Many people believe that traffic signals are the answer to all traffic problems at intersections. If this were true, no traffic engineer in his right mind would deny a request for a traffic signal. The need for traffic signals should be based on a competent engineering study.
A warranted traffic signal which is properly located and operated may provide for more orderly movement of traffic and may reduce the occurrence of certain types of accidents. On the other hand, an unwarranted traffic signal can result in increased delay, congestion and accidents.
Traffic signals should be installed only when they will alleviate more problems than they will create. This must be determined on the basis of an engineering study.
The first step in getting a traffic signal installed is to determine the governmental agency that has jurisdiction for the intersection and contact that agency.

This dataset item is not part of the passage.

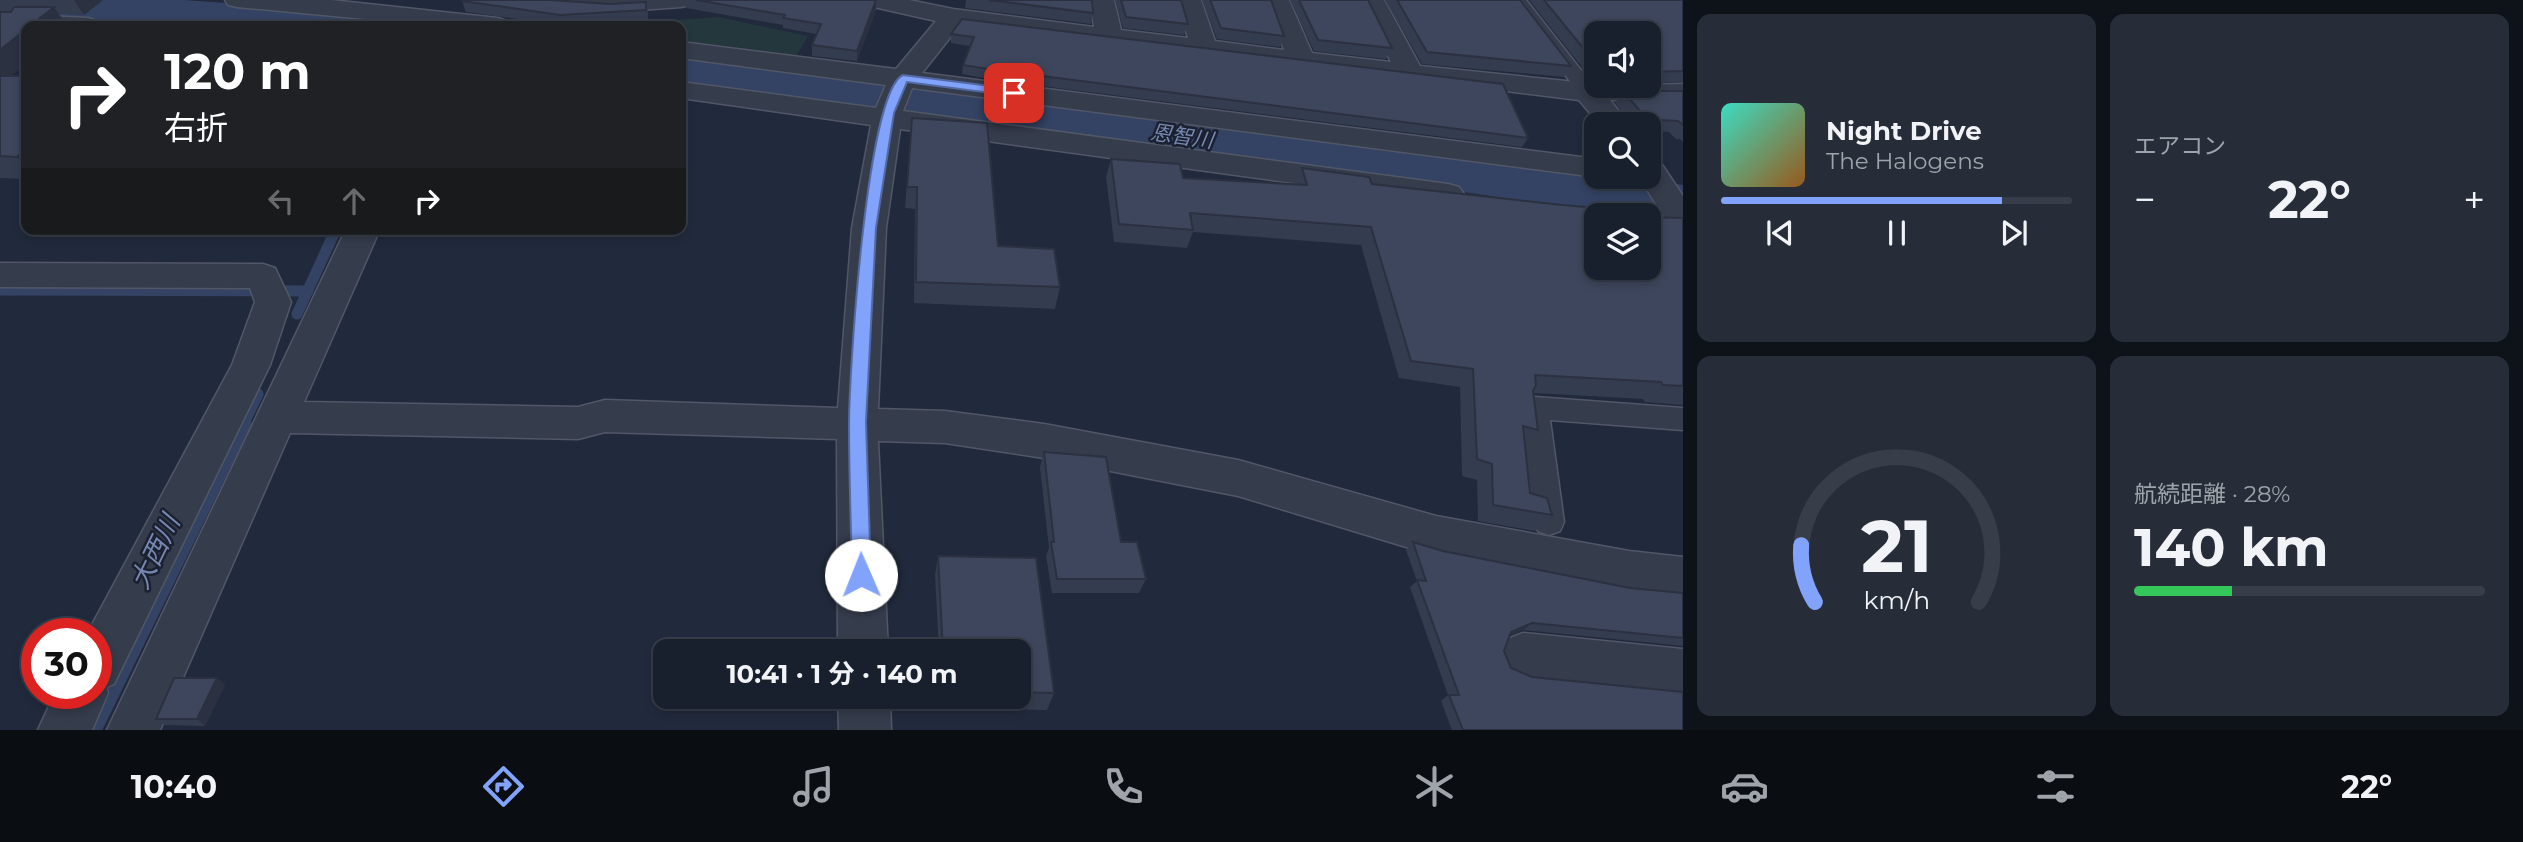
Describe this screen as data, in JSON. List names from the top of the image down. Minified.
{"water":["恩智川","大西川"],"page":{"tile":["エアコン",["航続距離 · 28%","140 km"]],"turn":["120 m","右折"],"song":["Night Drive","The Halogens"],"heat":["−","22°","+"],"limit":"30","trip":"10:41 · 1 分 · 140 m","tabs":["10:40","22°"],"gauge":["21","km/h"]}}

If the Ohio Department of Transportation (ODOT) has jurisdiction, then contact the Transportation Planning and Programs Administrator in you local ODOT District Office with your request.
The District will then perform a warrant analysis. THe warrants for a traffic control signal are listed in the Ohio Manual of Uniform Traffic Control Devices (OMUTCD), Chapter 4C. If the intersection meets any one of these warrants, then the next step is to use sound engineering judgment to determine if the signal should be installed. There are cases where, although a location meets the warrants, because of poor geometry, proximity to existing signals, etc., it is not signalized.
If a traffic signal can be installed without negatively impacting other intersections or the traveling public, the traffic signal should be designed and constructed.
In accordance with the Ohio Revised Code, ODOT can only install and operate traffic signals at public streets. If a private development warrants a traffic signal, the development must enter into an agreement with ODOT, pay for the installation of the traffic signal and pay a yearly maintenance/operating fee to ODOT.